Никакого волнения не испытывали. Подумаешь, демонстрация! Рядовое выступление поэтов. У памятника уже толпились люди, привлеченные нашей рекламой. (...) - Надо начинать, - подтолкнул меня к памятнику Урусов. Народ собрался. (...) Помню, как Урусов, расстегнув плащ, декламировал Маяковского: "Не высидел дома - Тютчев, Аннеский, Фет..." Потом рядом со мной оказался Калашников, я вынул из-под плаща плакат и дал ему. Плакат был таким: "ОТОРВЕМ ОТ СТАЛИНСКОГО МУНДИРА МЕДНЫЕ  ПУГОВИЦЫ ИДЕЙ И ТЕМ!” Урусов и Янкелевич развернули свой плакат: "БУДЕМ ХОДИТЬ БОСЫМИ И ГОРЯЧИМИ!”(...) Янкелевич еще не вытащил крамольного лозунга «ЛИШИМ СОЦРЕАЛИЗМ ДЕВСТВЕННОСТИ», он его, видио, берег для Дома литераторов...[10]

Результатом этой и других акций смогистов были поначалу довольно умеренные приговоры к исправительным работам на несколько суток, потом последовали ужесточения, и Батшев был отправлен в ссылку в Сибирь на 5 лет, а Губанов, Вишневская и другие оказались «приговоренными к вялотекущей шизофрении» и регулярно проводили месяцы в психушках, где их безуспешно пытались личить от инакомыслия и поэтического таланта.

Тем временем по всем нашим свободолюбивым помыслам тяжелой кувалдой обрушился арест и процесс Синявского и Даниеля. Послесталинская оттепель окончательно приказала долго жить. Невинная, как нам казалось, самиздатовская самодеятельность оборачивалась уже серьезными репрессиями, особенно в том случае, когда самиздат неведомыми, якобы, путями оказывался тамиздатом. И это был именно наш случай.

 

Журнал «Сфинксы» и другой самиздат СМОГа. Тарсис

 

Помнится Губанов или Батшев, или оба они вместе, потребовали от меня срочно какой-нибудь короткий рассказ для публикации в собираемом ими смогистском органе «Сфинксы». Я немедленно выдал им уже написанный пару лет назад совершенно детский, романтически-сусальный, но в кафкианском духе (в те времена два или три рассказа Кафки были переведены и опрометчиво напечатаны в Иностранке). Назывался рассказик  «Притча о технике Григорьеве». Понимая художественную слабость притчи, я настоял на псевдониме – Аркадий Усякин.

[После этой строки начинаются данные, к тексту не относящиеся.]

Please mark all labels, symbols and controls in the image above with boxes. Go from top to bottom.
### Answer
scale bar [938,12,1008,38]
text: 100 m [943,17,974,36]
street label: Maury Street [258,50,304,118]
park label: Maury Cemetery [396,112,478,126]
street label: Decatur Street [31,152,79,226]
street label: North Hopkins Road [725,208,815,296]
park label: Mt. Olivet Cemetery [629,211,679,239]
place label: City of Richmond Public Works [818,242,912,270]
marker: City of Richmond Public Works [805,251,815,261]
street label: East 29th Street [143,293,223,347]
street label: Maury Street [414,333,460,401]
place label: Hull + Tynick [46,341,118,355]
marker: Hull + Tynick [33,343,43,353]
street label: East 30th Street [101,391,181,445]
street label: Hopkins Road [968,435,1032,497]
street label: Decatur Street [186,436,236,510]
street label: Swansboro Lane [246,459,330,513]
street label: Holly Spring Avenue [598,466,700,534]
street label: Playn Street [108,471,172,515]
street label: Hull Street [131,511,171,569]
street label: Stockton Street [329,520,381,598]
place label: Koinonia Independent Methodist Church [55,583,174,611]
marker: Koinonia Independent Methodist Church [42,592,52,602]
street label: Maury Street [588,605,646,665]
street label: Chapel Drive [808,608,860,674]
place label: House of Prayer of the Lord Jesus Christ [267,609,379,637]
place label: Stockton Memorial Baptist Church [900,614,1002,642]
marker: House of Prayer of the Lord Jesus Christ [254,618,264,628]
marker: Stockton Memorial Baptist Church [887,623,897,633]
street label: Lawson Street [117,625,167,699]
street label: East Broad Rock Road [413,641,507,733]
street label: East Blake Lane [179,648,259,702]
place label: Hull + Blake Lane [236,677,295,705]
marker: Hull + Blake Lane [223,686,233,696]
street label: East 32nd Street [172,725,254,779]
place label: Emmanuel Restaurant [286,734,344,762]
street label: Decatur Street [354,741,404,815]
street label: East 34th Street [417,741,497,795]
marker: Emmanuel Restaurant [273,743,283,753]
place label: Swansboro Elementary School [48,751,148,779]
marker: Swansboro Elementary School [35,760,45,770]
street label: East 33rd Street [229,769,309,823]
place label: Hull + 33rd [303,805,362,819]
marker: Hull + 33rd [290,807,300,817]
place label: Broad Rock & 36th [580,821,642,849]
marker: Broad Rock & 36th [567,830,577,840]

Рассказ, несмотря на слабость, был принят Редакцией (Губанов и Батшев). Свой, в то время главный труд, «Крик далеких муравьев» («изыск в двух частях»), над которым я трудился не менее недели (в отличие от «Притчи» набросанной за день), было решено выпустить отдельным выпуском под видом «издания СМОГ, Ленинград-Москва, апрель 1965». Тот же Губанов сделал рисунок на обложку, он был неплохим рисовальщиком. (см. илл.) Свои опусы я печатал на трофейной, привезенной отцом с войны машинке с русским шрифтом, в котором не хватало буквы у, ее приходилось дорисовывать ручкой (см. илл.: страница из Сфинксов, с. 164 “Da riviste…”)

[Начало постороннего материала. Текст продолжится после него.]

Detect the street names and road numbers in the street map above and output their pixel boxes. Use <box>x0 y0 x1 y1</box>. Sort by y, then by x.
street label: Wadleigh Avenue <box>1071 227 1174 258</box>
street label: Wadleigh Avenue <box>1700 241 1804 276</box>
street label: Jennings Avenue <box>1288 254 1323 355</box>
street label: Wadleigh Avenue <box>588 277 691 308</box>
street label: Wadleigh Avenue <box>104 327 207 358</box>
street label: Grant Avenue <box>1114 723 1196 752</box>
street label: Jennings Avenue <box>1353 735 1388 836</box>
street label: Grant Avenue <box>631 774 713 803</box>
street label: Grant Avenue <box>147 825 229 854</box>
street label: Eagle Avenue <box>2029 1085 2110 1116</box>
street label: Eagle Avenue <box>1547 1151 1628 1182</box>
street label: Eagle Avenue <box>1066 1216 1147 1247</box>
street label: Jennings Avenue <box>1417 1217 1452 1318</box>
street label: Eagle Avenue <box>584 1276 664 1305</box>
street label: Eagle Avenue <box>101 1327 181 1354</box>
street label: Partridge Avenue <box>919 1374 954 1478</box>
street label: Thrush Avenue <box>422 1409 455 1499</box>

Через несколько дней после «выхода в свет» журнала (четыре-пять экземпляров через копирку, текст пятого распознавался уже с трудом), Батшев пригласил меня на важное мероприятие. Все происходило в секретной обстановке советского шпионского романа. О том, куда мы идем мне было сообщено в последний момент, когда мы уже входили в подъезд писательского дома у метро Аэропорт. «Идем к Тарсису», - сказал мне шепотом Володя, а обязательному в таких домах сексоту-лифтеру, назвал громко какую-то другую писательскую фамилию. По-моему, лифтер ему не поверил, но в лифт был вынужден пустить. Валерий Яковлевич Тарсис, о котором я тогда ничего не знал, был однако личностью выдающейся во всех отношениях.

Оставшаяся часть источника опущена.